DEMs (digital elevation models) are of critical importance in different areas such as land use planning, infrastructural project management, soil science, hydrology and flow direction studies. Across greater spatial scales, their usage is the key for contouring topographic and relief maps. A DEM represents the bare surface, eliminating all natural and artificial features, while the digital surface model (DSM) captures both natural and artificial features of the environment. DSM is of significant interest for applications such as environmental planning, map updating, or building detection. Ground filtering is the removal of the points belonging to the above-ground objects in order to retrieve ground points to be used in generating DEM. DEM can be effectively obtained from LIDAR or digital photogrammetry. Lidar point clouds have great success in representing the objects they belong to; but since the Lidar data acquisition is still a costly process, using point clouds generated by the photogrammetric process to produce DSM is a reasonable alternative. Since DSM represents the information of surface of the land objects and is also affected by ground slope, it cannot be useful lonely for interpreting the data; therefore, to make optimal use of it, a distinction is required between the land and non-land pixels. On this basis, due to the large volume of the high-resolution images and with regard to complex urban structure, a fast yet simple and accurate method is desirable.
Material & Methods
Based on the filtering algorithms, the provided digital surface model is classified into ground and off-ground pixels. For all the off-ground pixels, the closest ground point is assumed to be the relevant low point, thus, through the height difference of the off-ground point with the assigned ground point, the so-called normalized height is computed. However, most of the filtering algorithms are mainly developed to filter Lidar data and will require the adjustment of a number of complex parameters to achieve high accuracy. At the same time, the processing time, degree of effectiveness in different scenes, and degree of automation of these methods are also important.

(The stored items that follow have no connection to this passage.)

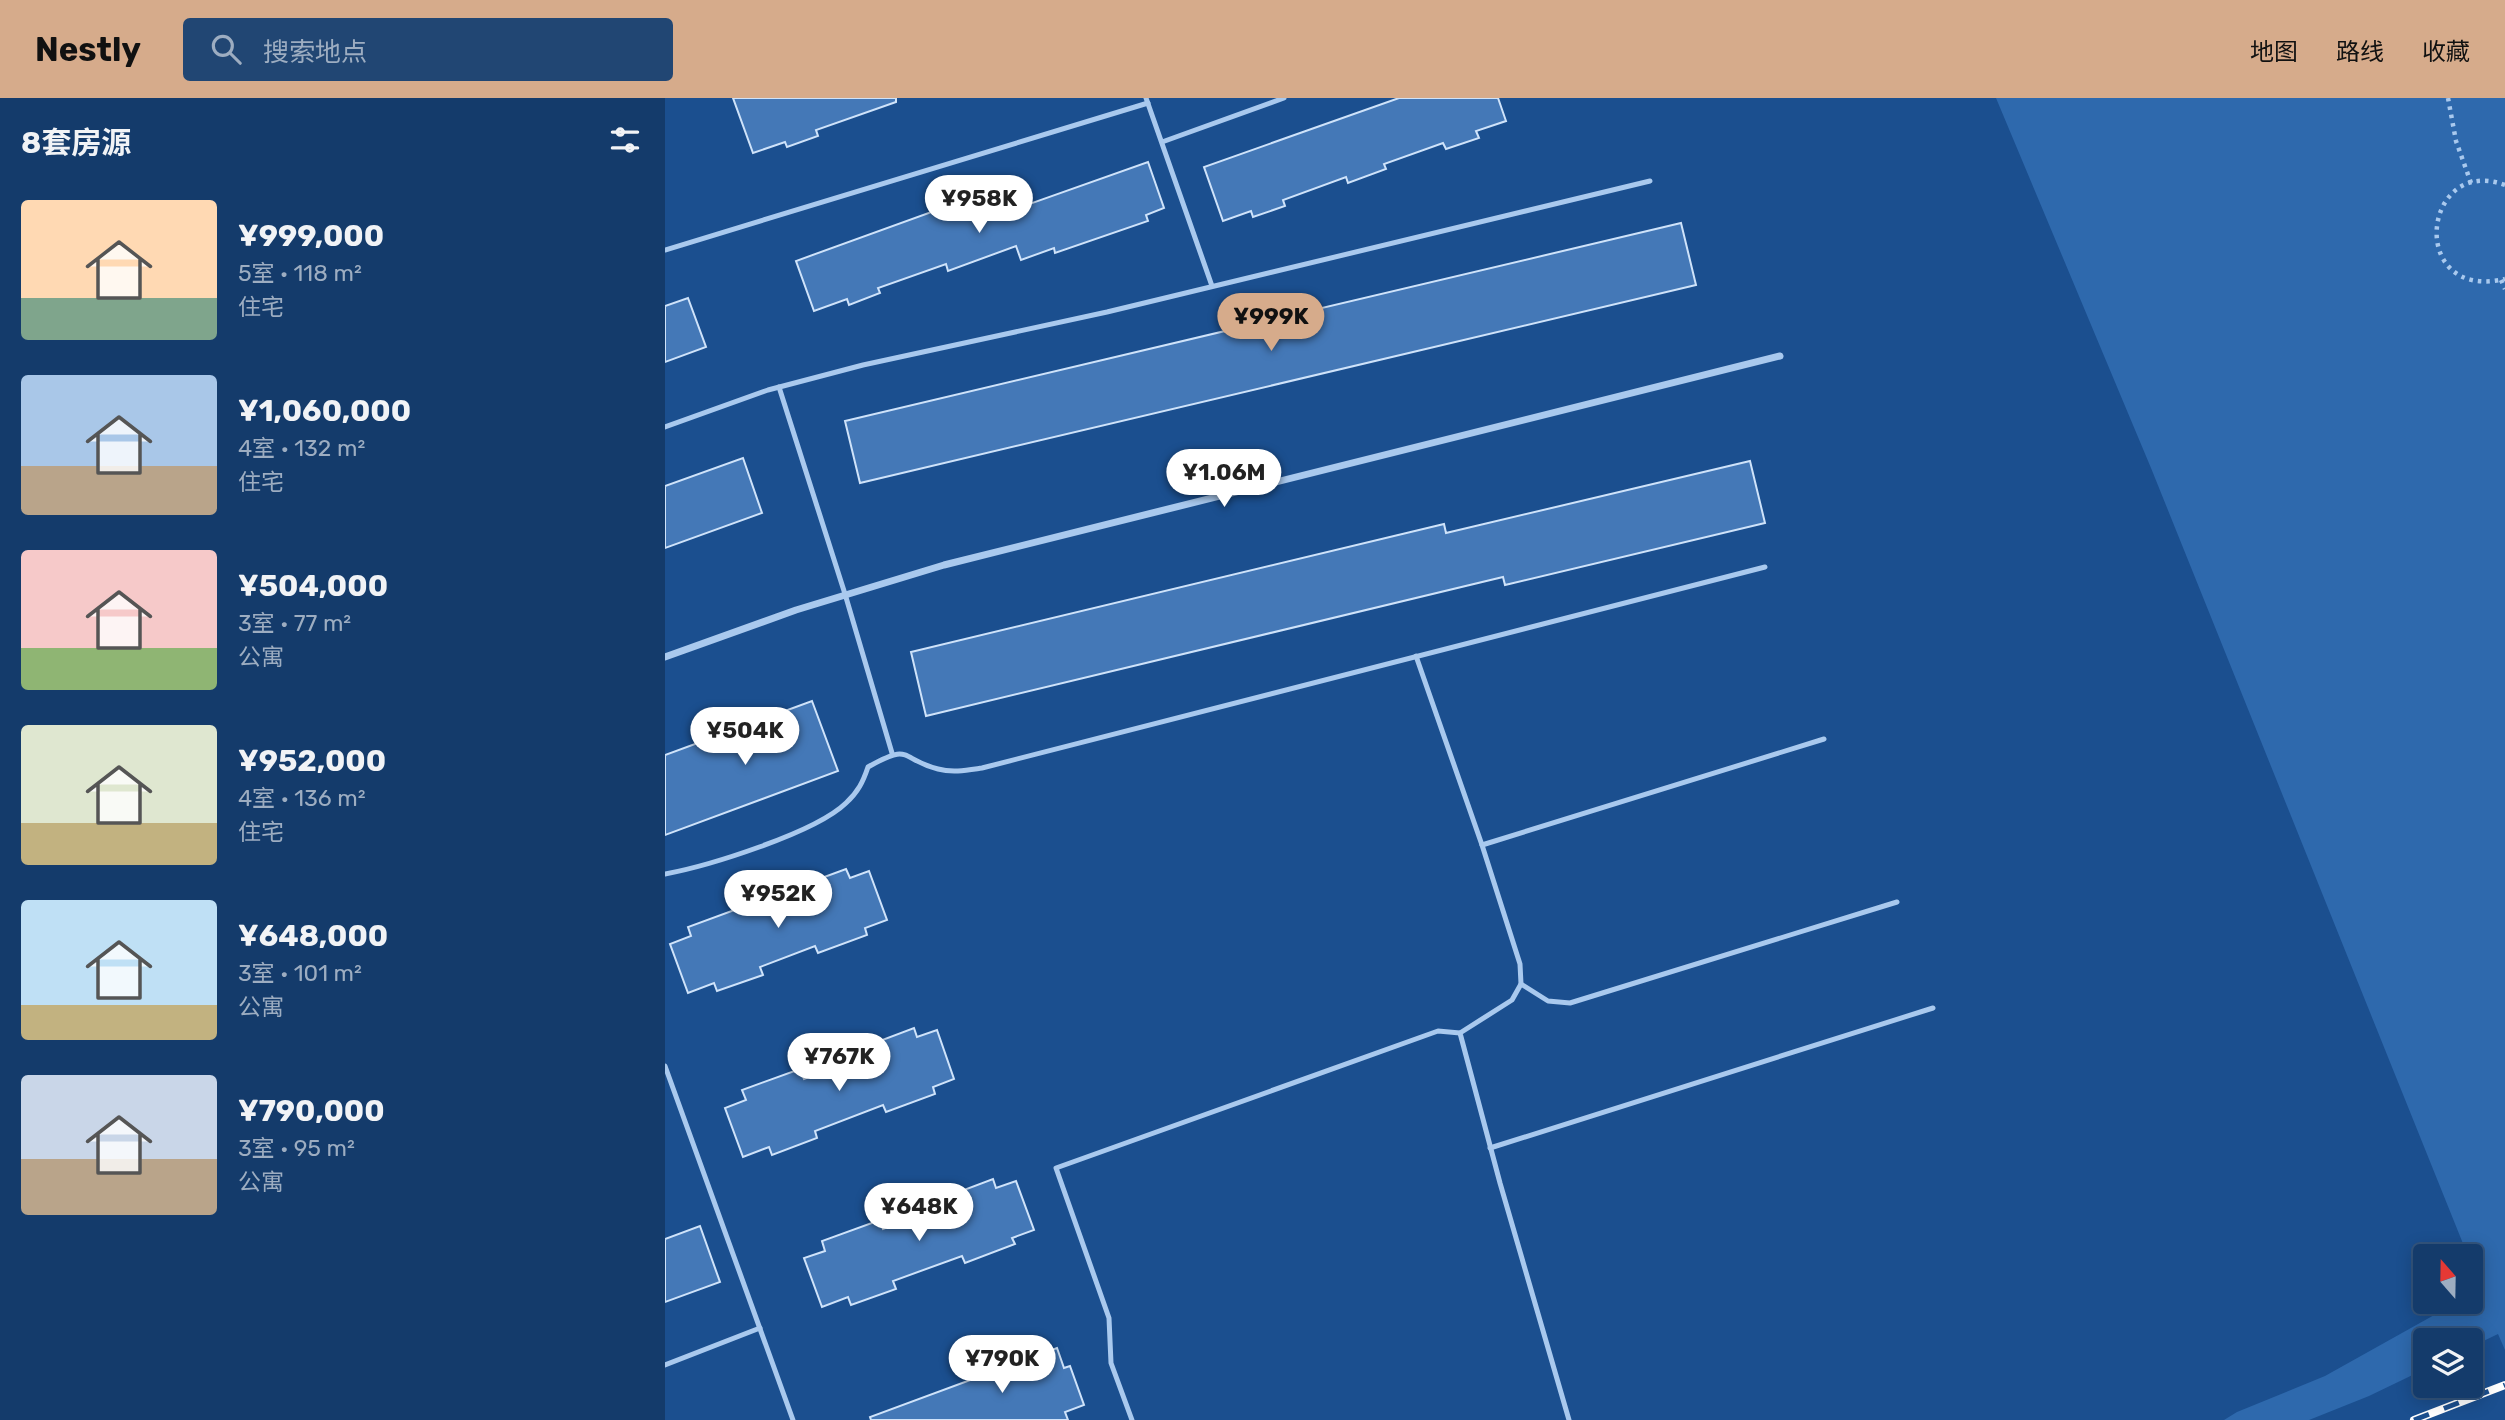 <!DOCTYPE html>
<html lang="zh">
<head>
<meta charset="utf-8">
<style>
	:root { --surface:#143b6b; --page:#214673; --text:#f1f3f6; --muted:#9dadc1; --line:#33557e; --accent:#d6ab8b }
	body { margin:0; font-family:Rubik,"Noto Sans SC",sans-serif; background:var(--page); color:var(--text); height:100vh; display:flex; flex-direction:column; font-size:26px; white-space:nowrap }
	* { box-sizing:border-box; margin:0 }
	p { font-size:23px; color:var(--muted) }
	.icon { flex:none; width:38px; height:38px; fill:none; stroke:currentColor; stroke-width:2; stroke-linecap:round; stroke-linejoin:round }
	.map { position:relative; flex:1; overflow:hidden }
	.drawer { display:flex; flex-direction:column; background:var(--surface); width:665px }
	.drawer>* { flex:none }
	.needle { width:46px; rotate:340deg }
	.tools { position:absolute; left:1748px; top:1146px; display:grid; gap:14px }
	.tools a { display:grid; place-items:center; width:70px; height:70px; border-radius:7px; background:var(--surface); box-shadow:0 4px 18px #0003,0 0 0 2px var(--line); font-size:35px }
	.price { position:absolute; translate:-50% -60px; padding:0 16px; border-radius:24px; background:#fff; color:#222; font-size:23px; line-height:46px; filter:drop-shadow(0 2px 4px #0008) }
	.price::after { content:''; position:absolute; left:50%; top:42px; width:21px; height:16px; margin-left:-10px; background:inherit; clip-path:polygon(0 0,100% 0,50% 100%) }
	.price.active { background:var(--accent); color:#111 }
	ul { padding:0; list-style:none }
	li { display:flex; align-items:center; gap:21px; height:175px; padding:0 21px }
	li span { display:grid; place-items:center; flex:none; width:196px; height:140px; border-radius:7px; color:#555 }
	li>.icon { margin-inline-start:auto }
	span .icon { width:84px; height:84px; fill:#fffc; stroke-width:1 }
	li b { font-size:30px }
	h2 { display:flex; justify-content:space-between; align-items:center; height:84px; padding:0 21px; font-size:30px }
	header { display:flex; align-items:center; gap:42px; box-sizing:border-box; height:98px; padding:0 35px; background:var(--accent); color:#111 }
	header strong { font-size:33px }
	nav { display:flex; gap:38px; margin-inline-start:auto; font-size:24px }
	.search { width:490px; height:63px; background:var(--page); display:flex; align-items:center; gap:18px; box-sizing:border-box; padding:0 24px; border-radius:7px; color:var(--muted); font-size:26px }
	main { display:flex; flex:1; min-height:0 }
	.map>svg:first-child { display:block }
	.green { fill:#2e69ad }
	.building { fill:#4478b7; stroke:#cfe3fa; stroke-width:2 }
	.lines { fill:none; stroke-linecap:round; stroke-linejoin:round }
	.path { stroke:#a9c9ee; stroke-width:4.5; stroke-dasharray:3.5 5; stroke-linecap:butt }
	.service { stroke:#a9c9ee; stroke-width:5 }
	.minor { stroke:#a9c9ee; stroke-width:7 }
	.rail-casing { stroke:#fff; stroke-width:8 }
	.rail { stroke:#1b4f8f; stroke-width:5; stroke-dasharray:16; stroke-linecap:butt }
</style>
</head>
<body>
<header>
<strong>Nestly</strong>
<div class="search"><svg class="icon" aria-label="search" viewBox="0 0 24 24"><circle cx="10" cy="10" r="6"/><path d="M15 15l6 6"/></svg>搜索地点</div>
<nav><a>地图</a><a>路线</a><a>收藏</a></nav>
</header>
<main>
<section class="drawer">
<h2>8套房源<svg class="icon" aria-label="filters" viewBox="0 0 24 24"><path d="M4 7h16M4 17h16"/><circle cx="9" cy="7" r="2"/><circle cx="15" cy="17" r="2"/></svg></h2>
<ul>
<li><span style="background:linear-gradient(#ffd9b3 70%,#7fa58c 0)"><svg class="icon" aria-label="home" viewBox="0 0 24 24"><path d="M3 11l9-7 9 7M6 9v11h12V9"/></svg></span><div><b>¥999,000</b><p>5室 · 118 m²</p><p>住宅</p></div></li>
<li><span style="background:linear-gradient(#a9c7e8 65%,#b9a48a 0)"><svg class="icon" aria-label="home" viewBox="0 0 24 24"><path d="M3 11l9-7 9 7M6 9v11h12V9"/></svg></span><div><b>¥1,060,000</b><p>4室 · 132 m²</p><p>住宅</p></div></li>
<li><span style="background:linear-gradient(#f6c9c9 70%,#8fb573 0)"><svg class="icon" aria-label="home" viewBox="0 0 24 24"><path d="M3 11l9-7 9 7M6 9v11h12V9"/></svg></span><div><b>¥504,000</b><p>3室 · 77 m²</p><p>公寓</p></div></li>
<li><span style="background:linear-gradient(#dfe7d0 70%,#c2b280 0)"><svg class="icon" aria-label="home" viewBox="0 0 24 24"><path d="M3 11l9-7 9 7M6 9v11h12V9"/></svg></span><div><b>¥952,000</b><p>4室 · 136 m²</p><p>住宅</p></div></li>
<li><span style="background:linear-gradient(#bfe0f5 75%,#c2b280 0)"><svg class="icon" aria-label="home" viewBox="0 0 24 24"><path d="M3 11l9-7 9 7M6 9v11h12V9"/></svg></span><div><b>¥648,000</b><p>3室 · 101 m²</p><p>公寓</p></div></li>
<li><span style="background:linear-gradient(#c9d6e8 60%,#b9a48a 0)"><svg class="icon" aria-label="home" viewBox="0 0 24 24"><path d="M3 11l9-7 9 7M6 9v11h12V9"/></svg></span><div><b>¥790,000</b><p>3室 · 95 m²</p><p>公寓</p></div></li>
</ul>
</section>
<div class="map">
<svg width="1840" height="1322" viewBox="0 0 1840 1322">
	<rect width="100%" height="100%" fill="#1b4f8f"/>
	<path class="green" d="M1331 0H1840V1252L1833 1236 1806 1249V1242H1760V1271L1704 1298 1644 1322H1559L1572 1314 1660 1278 1771 1216 1782 1204H1806V1158H1803L1486 370Z"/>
	<g class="building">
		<path d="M68 0H231V4L151 32 153 38 122 49 120 44 88 55Z"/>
		<path d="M734 0H833L841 23 811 33 814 40 781 51 778 45 719 66 721 71 683 85 681 79 618 102 620 108 588 119 586 113 558 123 539 69Z"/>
		<path d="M483 64 499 110 481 117 483 123 390 155 389 150 356 162 351 148 283 173 281 166 213 190 215 195 184 207 182 201 149 213 131 163 330 91 339 115Z"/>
		<path d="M1016 125 1031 187 195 385 180 323Z"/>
		<path d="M23 200 41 249 0 264V208Z"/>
		<path d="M78 360 97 415 0 450V388Z"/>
		<path d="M1085 363 1100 425 840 487 838 479 261 618 246 554 779 426 781 435Z"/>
		<path d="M147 603 173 673 0 737V657Z"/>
		<path d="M181 771 185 780 204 773 222 822 200 830 202 837 153 855 150 848 95 869 98 877 52 893 49 885 23 895 5 846 26 838 23 829Z"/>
		<path d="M249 930 252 939 272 932 289 981 268 989 270 996 221 1014 218 1007 150 1033 152 1040 107 1057 104 1049 78 1059 60 1010 81 1002 77 992 135 971 139 981 199 958 196 950Z"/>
		<path d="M328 1081 331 1090 351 1083 369 1132 347 1140 350 1146 300 1165 297 1158 228 1183 231 1191 186 1207 183 1199 157 1209 139 1160 160 1153 157 1143 215 1122 218 1131 278 1109 275 1101Z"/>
		<path d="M35 1128 55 1184 0 1204V1141Z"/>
		<path d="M392 1250 399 1270 405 1268 419 1307 400 1314 403 1322H206L205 1319Z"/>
	</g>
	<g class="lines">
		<g class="path">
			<path d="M1783 0 1791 43 1806 85"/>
			<path d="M1840 87C1757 56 1741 204 1840 181"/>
			<path d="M1836 182 1840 191"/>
		</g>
		<g class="service">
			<path d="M481 0 547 188"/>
			<path d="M497 44 619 0"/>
			<path d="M0 152 483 5"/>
			<path d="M114 289 180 496 227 655"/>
			<path d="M0 329 103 292 198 267 442 214 985 83"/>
			<path d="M751 558 817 747 855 866 856 886 847 902 795 935 835 1085 904 1322"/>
			<path d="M817 747 1159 641"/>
			<path d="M0 776C43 768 150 735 181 705 193 694 198 684 203 669 247 644 234 661 273 671 288 675 303 672 317 670L1100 469"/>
			<path d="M856 886 883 903 905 905 1232 804"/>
			<path d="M0 968 128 1322"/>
			<path d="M825 1050 1268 910"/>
			<path d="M0 1267 95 1230"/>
			<path d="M467 1322 446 1265 444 1220 391 1070 773 933 795 935"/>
		</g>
		<path class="minor" d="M0 559 131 512 279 467 1115 258"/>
		<g class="rail-casing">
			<path id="rail" d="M1749 1322 1840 1287"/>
		</g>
		<use href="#rail" class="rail"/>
	</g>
</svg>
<div class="tools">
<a><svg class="needle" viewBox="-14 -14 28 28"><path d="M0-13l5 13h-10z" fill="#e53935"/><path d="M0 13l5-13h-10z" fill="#9dadc1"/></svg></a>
<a><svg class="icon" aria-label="layers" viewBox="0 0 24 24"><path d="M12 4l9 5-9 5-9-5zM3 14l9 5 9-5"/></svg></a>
</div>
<b class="price" style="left:314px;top:137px">¥958K</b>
<b class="price active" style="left:606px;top:255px">¥999K</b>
<b class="price" style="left:559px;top:411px">¥1.06M</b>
<b class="price" style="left:80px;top:669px">¥504K</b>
<b class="price" style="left:113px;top:832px">¥952K</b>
<b class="price" style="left:174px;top:995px">¥767K</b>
<b class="price" style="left:254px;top:1145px">¥648K</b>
<b class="price" style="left:337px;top:1297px">¥790K</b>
</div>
</main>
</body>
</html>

Scene details and topographical complexity, for example in urban areas, make the filtering process even more challenging. For optimal results, users should try to adjust various parameters until they find the desired filtering result, which is a time-consuming and costly process. Due to the lack of a comprehensive study on the efficiency, automation, and computational complexity of different filtering methods on the points cloud obtained from photogrammetry, in this study, different and most widely used algorithms in this field of study were compared with each other. The studied methods were analyzed in terms of class filtering quality, processing time (execution time), scene complexity, and number of algorithm parameters (indicating the degree of user involvement in data processing to determine the amount of automation). Results of this analysis can be useful in order to better understanding the performance of filtering methods on the DSM obtained from high resolution images (dense point clouds from aerial and UAV images). In addition, it can be suitable for different users according to the parameters of time, hardware, scene type, and output accuracy.
Result & Discussion
Ground filtering is essential for DEM generation. In this paper, for ground filtering, at first, a suitable algorithm was selected and, after setting the initial parameters, they were applied to the point clouds. Comparing the obtained results, it can be seen that in the building class with sloping roofs, Morph and ATIN methods performed better, but in buildings with flat roofs, only Morph method had good accuracy. In the mono-tree class, the Morph and ATIN methods in Metashape software were able to perform the separation well, and in the tree row class, both methods performed well. The ATIN method in Metashape software was able to differentiate the road class more accurately than other methods. It also performed well in the river class. Therefore, according to the results of this study, if the goal is to identify high tolls in urban areas, due to the lower computational cost of the Morph method than the ATIN method, the Morph method is recommended. But if the goal is to produce good quality DTM, the ATIN method will be the priority.
In this research, ATIN, ETEW, MLS, MORPH1D, and MORPH2D algorithms for land extraction were evaluated. Thus, first the algorithms were examined on the test data and, then, the results were analyzed with the ground true images. In this study, five filtering methods were examined and compared on three images of urban areas, which included various natural and human-made features, including streets, trees, and buildings. The data were related to the digital aerial imagery taken by Intergraph/ZI DMC sensor in Vaihingen city, Germany. DSM data sets were defined on the grid with the ground resolution of 9°cm. Comparing the results of all the three data sets, it can be seen that the difference in accuracy between the one- and two-dimensional morphology algorithms was very small and they had similar performance. In terms of processing time, the ATIN method had longer execution time than other methods and the ETEW method had shorter execution time than other algorithms. Also, the number of algorithm parameters indicated the degree of user participation in data processing. Therefore, due to the point that the ETEW algorithm had fewer parameters, its degree of automation was higher than other algorithms. Comparing and reviewing the results obtained from the test data demonstrated that MLS and ETEW algorithms had the lowest efficiency in the urban area. On the other hand, in features such as buildings with sloping roofs, single trees, and tree rows, two ATIN and Morph algorithms provided favorable results. According to the obtained results, the suitable algorithm was Morph algorithm for flat-roofed buildings and ATIN algorithm for road and parking. In general, it is recommended to use the Morph algorithm for urban and small areas due to time savings and less effective parameters.